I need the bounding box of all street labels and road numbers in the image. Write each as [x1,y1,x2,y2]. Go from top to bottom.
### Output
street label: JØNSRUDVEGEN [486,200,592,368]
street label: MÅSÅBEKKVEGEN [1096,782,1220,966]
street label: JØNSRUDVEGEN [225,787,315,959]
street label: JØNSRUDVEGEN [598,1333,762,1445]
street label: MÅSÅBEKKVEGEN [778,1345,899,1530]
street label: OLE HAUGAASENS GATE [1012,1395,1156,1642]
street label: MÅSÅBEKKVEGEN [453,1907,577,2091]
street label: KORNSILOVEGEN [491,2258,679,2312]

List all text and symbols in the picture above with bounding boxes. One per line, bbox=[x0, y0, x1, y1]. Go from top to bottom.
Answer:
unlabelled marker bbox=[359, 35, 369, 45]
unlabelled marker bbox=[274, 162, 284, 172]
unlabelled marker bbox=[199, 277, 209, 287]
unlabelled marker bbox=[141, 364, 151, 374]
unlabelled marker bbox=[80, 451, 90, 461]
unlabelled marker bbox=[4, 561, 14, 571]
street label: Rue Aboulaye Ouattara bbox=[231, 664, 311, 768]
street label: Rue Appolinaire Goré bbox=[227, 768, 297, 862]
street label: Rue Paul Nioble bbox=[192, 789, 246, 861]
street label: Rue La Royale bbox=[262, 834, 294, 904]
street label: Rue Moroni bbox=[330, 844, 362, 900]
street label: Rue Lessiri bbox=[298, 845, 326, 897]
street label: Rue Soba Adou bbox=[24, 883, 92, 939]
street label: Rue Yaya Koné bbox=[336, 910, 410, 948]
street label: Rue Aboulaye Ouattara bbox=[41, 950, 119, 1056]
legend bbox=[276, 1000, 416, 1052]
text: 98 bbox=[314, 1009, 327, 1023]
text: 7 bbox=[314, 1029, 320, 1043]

Task brief: Every entry needs to be copied again, word for word.

Response for this exercise:
I need the bounding box of all street labels and road numbers in the image. Write each as [x1,y1,x2,y2]. Go from top to bottom.
### Output
street label: JØNSRUDVEGEN [486,200,592,368]
street label: MÅSÅBEKKVEGEN [1096,782,1220,966]
street label: JØNSRUDVEGEN [225,787,315,959]
street label: JØNSRUDVEGEN [598,1333,762,1445]
street label: MÅSÅBEKKVEGEN [778,1345,899,1530]
street label: OLE HAUGAASENS GATE [1012,1395,1156,1642]
street label: MÅSÅBEKKVEGEN [453,1907,577,2091]
street label: KORNSILOVEGEN [491,2258,679,2312]

List all text and symbols in the picture above with bounding boxes. One per line, bbox=[x0, y0, x1, y1]. Go from top to bottom.
Answer:
unlabelled marker bbox=[359, 35, 369, 45]
unlabelled marker bbox=[274, 162, 284, 172]
unlabelled marker bbox=[199, 277, 209, 287]
unlabelled marker bbox=[141, 364, 151, 374]
unlabelled marker bbox=[80, 451, 90, 461]
unlabelled marker bbox=[4, 561, 14, 571]
street label: Rue Aboulaye Ouattara bbox=[231, 664, 311, 768]
street label: Rue Appolinaire Goré bbox=[227, 768, 297, 862]
street label: Rue Paul Nioble bbox=[192, 789, 246, 861]
street label: Rue La Royale bbox=[262, 834, 294, 904]
street label: Rue Moroni bbox=[330, 844, 362, 900]
street label: Rue Lessiri bbox=[298, 845, 326, 897]
street label: Rue Soba Adou bbox=[24, 883, 92, 939]
street label: Rue Yaya Koné bbox=[336, 910, 410, 948]
street label: Rue Aboulaye Ouattara bbox=[41, 950, 119, 1056]
legend bbox=[276, 1000, 416, 1052]
text: 98 bbox=[314, 1009, 327, 1023]
text: 7 bbox=[314, 1029, 320, 1043]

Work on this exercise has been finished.